User:Batesti

Tim Bates Discussion Questions

(wow so good!)

• Maureen 19:30, 11 October 2017 (PDT) Way to make us look :)

Week 1: Replicative Errors in Cancer

Please see presentation 1 for this week.

Week 2: Persistent Data Identifiers

1) What is the best way to ensure links will continue to work if the hosting service closes?

  A: Always use services with clear data archiving policies discussing the fate of existing data in the case of closure.

2) Who should be responsible for paying the cost of data cataloging and retention?

  A:  This is a very complex issue that has no real answer, but instead depends on the situation and the parties involved.  In the context of publicly funded research, it is important that the data be made available to all taxpayers.  However this entails significant extra costs due to management and distribution that would also be the responsibility of the taxpayer to fund.  The case of private data is more simple, requiring only that data be preserved and made available to those who payed for the research that generated the data.  However, many privately funded studies intermingle with public studies, sharing data and resources.

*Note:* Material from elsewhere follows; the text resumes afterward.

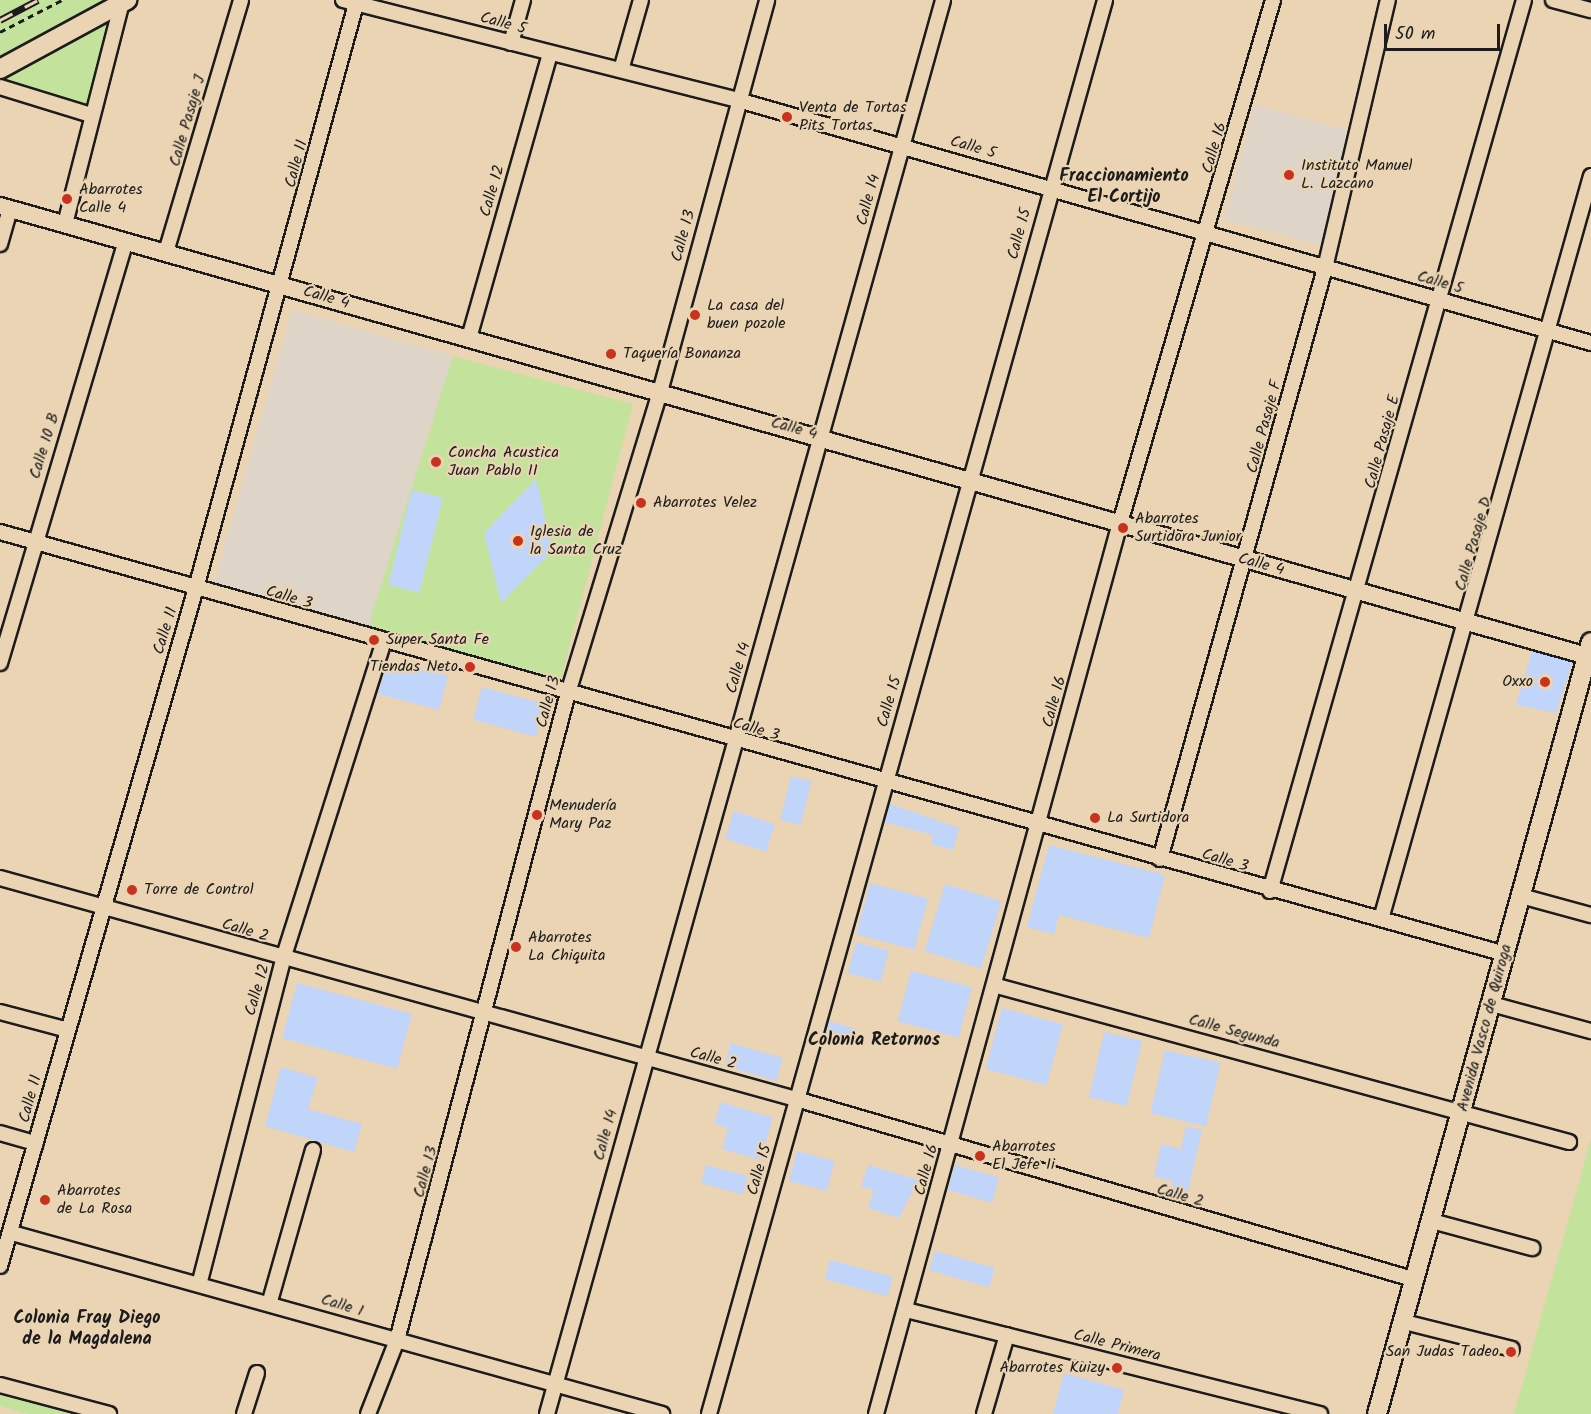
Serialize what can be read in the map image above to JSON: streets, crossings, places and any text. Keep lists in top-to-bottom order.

3) Is the use of alphanumeric characters and symbols to reduce the length of unique identifiers warranted compared to simply using longer strings of numerals only?

  A:  The increase in data storage capacity increases dramatically with the number of increased characters available, however the additional complexity in terms of assigning and processing these more complex identifiers requires some cost benefit analysis.  For example, if a service uses 6 character identifiers of only numbers, then the possible number of identifiers is 10^6 = 1,000,000.  If that same service now allows lower case letters than the possible identifiers becomes 36^6 = 2,176,782,336; however, adding letters will require additional processing to watch for real words, functional code, and combinations which appear to be real words.  If the more complex identifiers require only twice as much code to handle, then processing of the same number of requests could take twice as long.

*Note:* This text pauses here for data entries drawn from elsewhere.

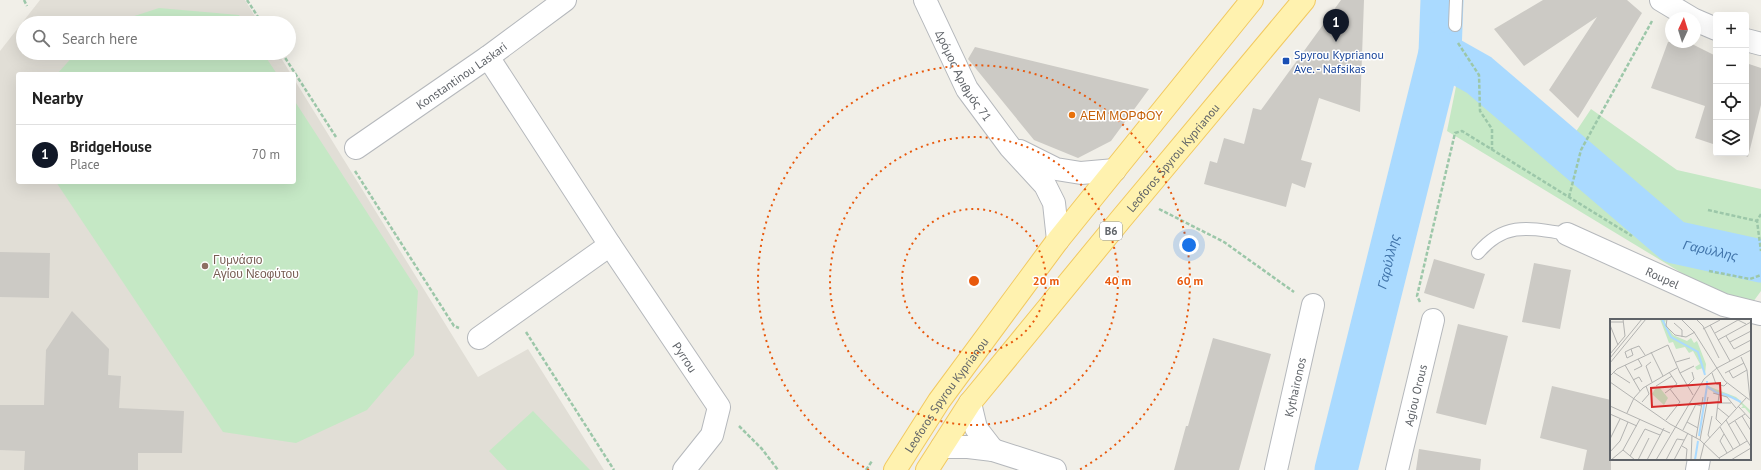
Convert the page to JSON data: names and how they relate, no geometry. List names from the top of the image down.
{
  "streets": {
    "main road": ["Leoforos Spyrou Kyprianou", "B6"],
    "street": [
      "Konstantinou Laskari",
      "Δρόμος Αριθμός 71",
      "Roupel",
      "Pyrrou",
      "Kythaironos",
      "Agiou Orous"
    ]
  },
  "crossings": [
    ["Konstantinou Laskari", "Pyrrou"],
    ["Δρόμος Αριθμός 71", "Leoforos Spyrou Kyprianou"]
  ],
  "water": ["Γαρύλλης"],
  "places": {
    "transit": ["Spyrou Kyprianou Ave. - Nafsikas"],
    "other": ["ΑΕΜ ΜΟΡΦΟΥ", "Γυμνάσιο Αγίου Νεοφύτου"]
  },
  "north": "top",
  "page": {
    "pins": "1",
    "map_buttons": ["+", "−"],
    "search": "Search here",
    "heading": "Nearby",
    "list": [
      {
        "mark": "1",
        "name": "BridgeHouse",
        "note": "Place",
        "value": "70 m"
      }
    ]
  },
  "rings": ["20 m", "40 m", "60 m"]
}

Week 3: Telomere Length Limiters

1) What is tamoxifen and why did they use it in their assays?

  A:  Tamoxifen is a telomerase activator and acts to lengthen telomeres which have been excessively shortened.  They seem to have been using it in order to test how exactly tamoxifen causes this change.

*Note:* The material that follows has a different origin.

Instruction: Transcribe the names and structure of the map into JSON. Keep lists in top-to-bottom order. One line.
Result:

2) Is their use of a polyclonal antibody here warranted?

  A:  I think their assay did a good job of demonstrating specificity, but I was not able to find any other tests where they actually used this antibody.

3) Do you agree with the conclusion of this article: TZAP is preferentially recruited to and causes trimming of telomeres?

  A:  While it does look like TZAP and TRF1/2 are negatively correlated I am not completely convinced by their evidence that TZAP somehow prevents TRF1/2 from binding.  They looked at binding in western style gel shift assays, but it is unclear how relevant this is outside of the physiological context.  I would have liked to see more colocalization in cell assays.

Week 4: Transposons

1) What is the purpose of the deadlock-nanobody fusion?

  A:  The nanobody is specific for GFP and becomes active inside the cell.  GFP is fused to TRF2.  The purpose of this fusion is that it allows deadlock to bind directly to TRF2 and rescues the lethal phenotype caused by the lack of moonshiner.

2) How can Pol II transcribe efficiently in heterochromatin when it has been well established that general rates of transcription are lower?

  A:  This is the issue that is addressed in this paper.  It seems that the complexes discussed move the chromatin apart and provide additional access for the transcription machinery.  Since rhino binds to H3K9me3, the complex is anchored using this heterochromatin mark.

3) Transposons are highly regulated using the heterochromatin and piRNAs, what would be the consequences of loosing some or all of this regulation?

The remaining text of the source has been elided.